The data

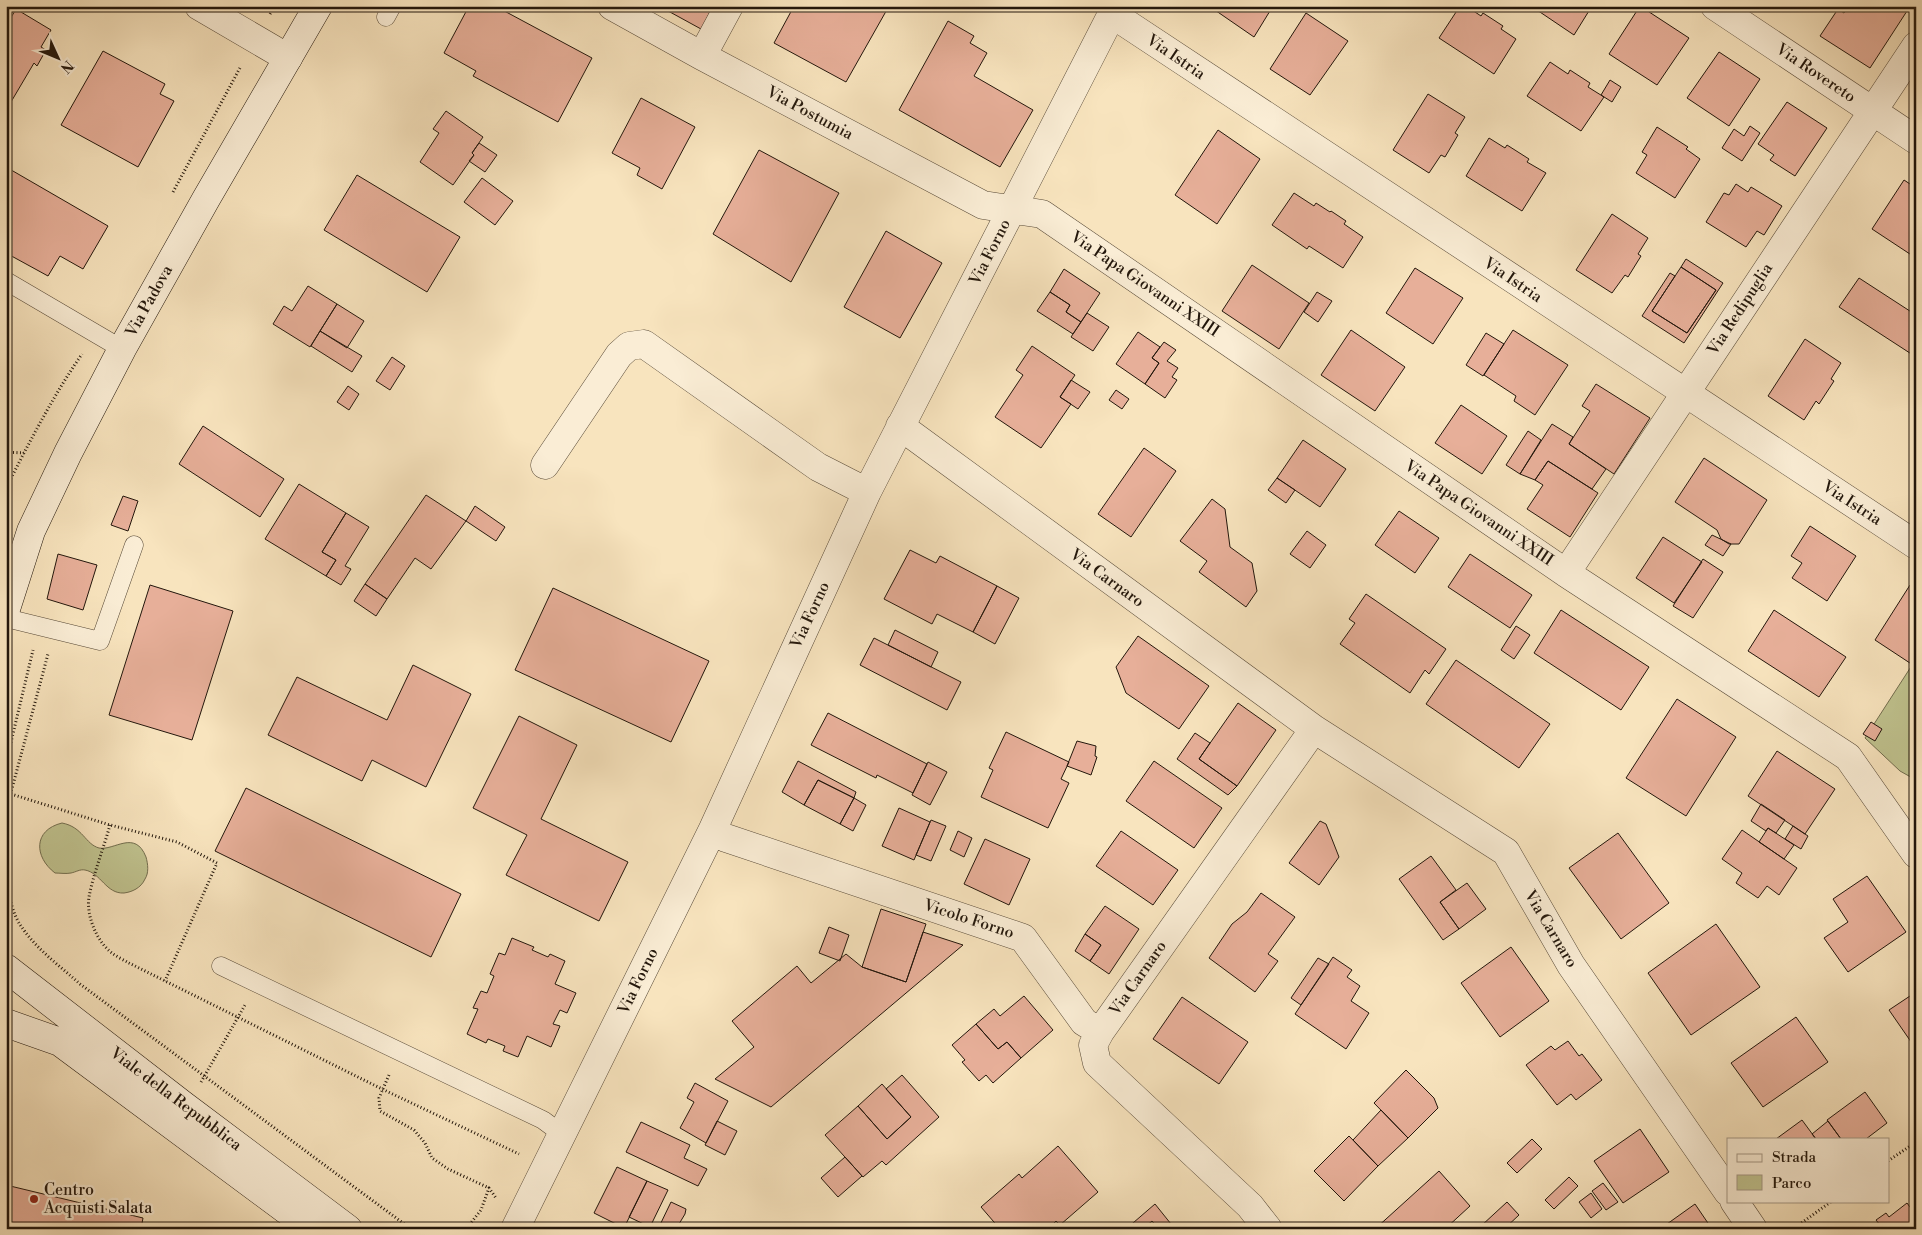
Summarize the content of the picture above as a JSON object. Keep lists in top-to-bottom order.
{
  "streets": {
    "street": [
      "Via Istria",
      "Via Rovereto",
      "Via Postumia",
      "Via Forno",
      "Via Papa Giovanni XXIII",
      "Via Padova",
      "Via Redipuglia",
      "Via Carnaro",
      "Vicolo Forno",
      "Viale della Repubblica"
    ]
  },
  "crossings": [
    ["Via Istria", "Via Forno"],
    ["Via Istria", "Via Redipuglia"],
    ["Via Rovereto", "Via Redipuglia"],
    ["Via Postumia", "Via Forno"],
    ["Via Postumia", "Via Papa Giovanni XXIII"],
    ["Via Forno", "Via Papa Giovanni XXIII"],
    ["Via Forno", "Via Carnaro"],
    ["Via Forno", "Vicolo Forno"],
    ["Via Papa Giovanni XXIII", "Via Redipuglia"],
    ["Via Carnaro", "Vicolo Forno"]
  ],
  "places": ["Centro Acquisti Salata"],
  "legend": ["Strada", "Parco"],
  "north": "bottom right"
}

--

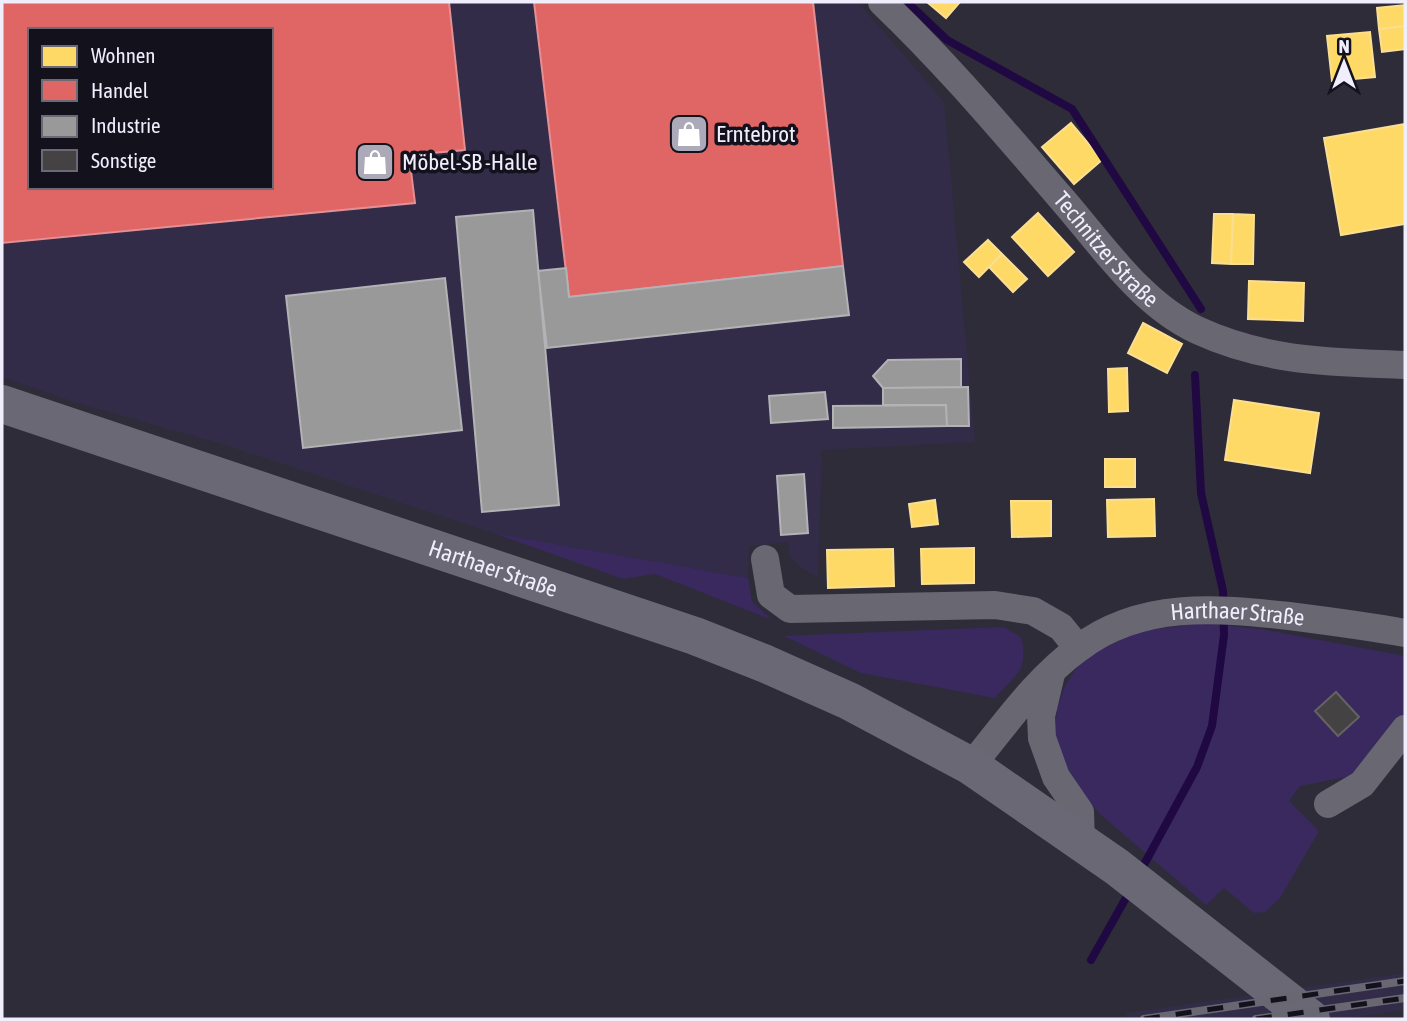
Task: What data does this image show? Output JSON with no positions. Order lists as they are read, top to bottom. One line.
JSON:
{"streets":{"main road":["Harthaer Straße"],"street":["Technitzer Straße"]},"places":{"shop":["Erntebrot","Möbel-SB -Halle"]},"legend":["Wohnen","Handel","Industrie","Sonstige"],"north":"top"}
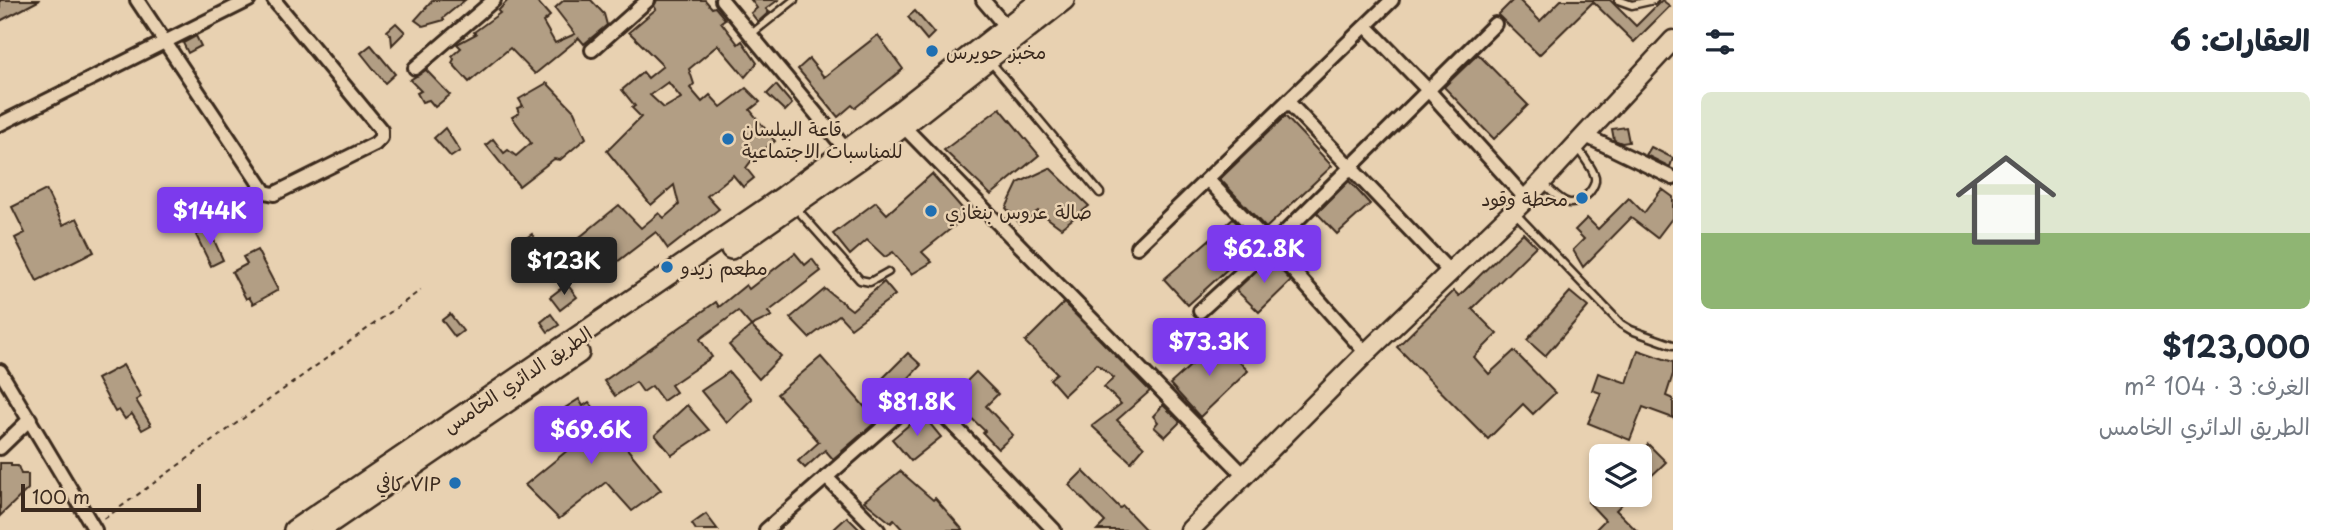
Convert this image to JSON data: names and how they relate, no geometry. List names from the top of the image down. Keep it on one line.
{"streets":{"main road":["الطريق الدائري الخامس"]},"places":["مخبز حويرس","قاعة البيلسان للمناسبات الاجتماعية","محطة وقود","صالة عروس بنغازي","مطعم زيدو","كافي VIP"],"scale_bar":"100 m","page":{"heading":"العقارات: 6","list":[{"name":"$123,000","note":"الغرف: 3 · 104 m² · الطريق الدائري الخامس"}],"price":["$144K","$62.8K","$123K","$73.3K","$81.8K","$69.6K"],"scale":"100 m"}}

--

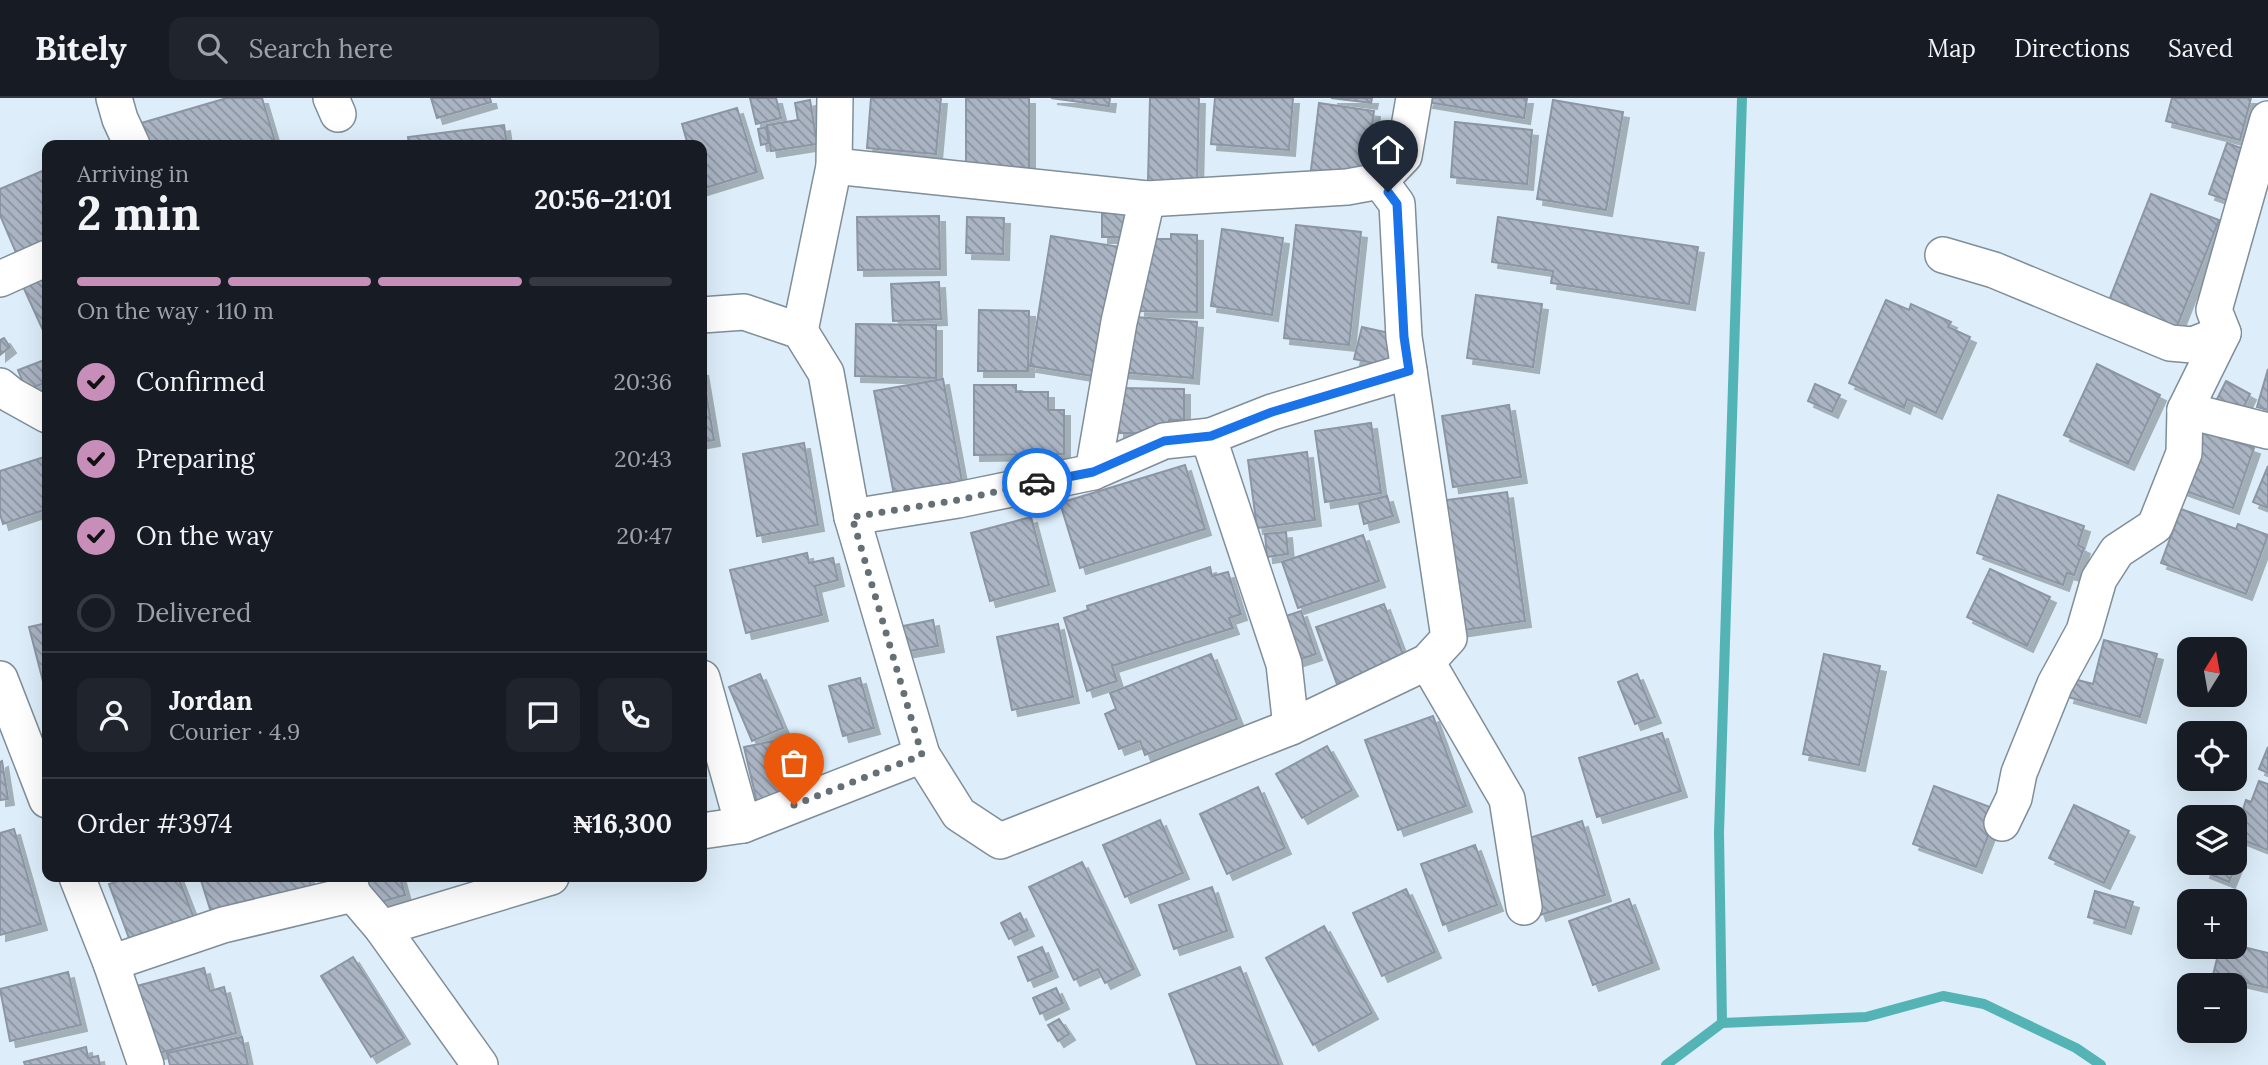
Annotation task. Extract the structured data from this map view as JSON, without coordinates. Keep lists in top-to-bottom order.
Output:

What the exercise asks
Scan the material above for the word "Output", and copy every line in which it is found.

Response for this exercise
Task: What data does this image show? Output JSON with no positions. Order lists as they are read, top to bottom. One line.
Output:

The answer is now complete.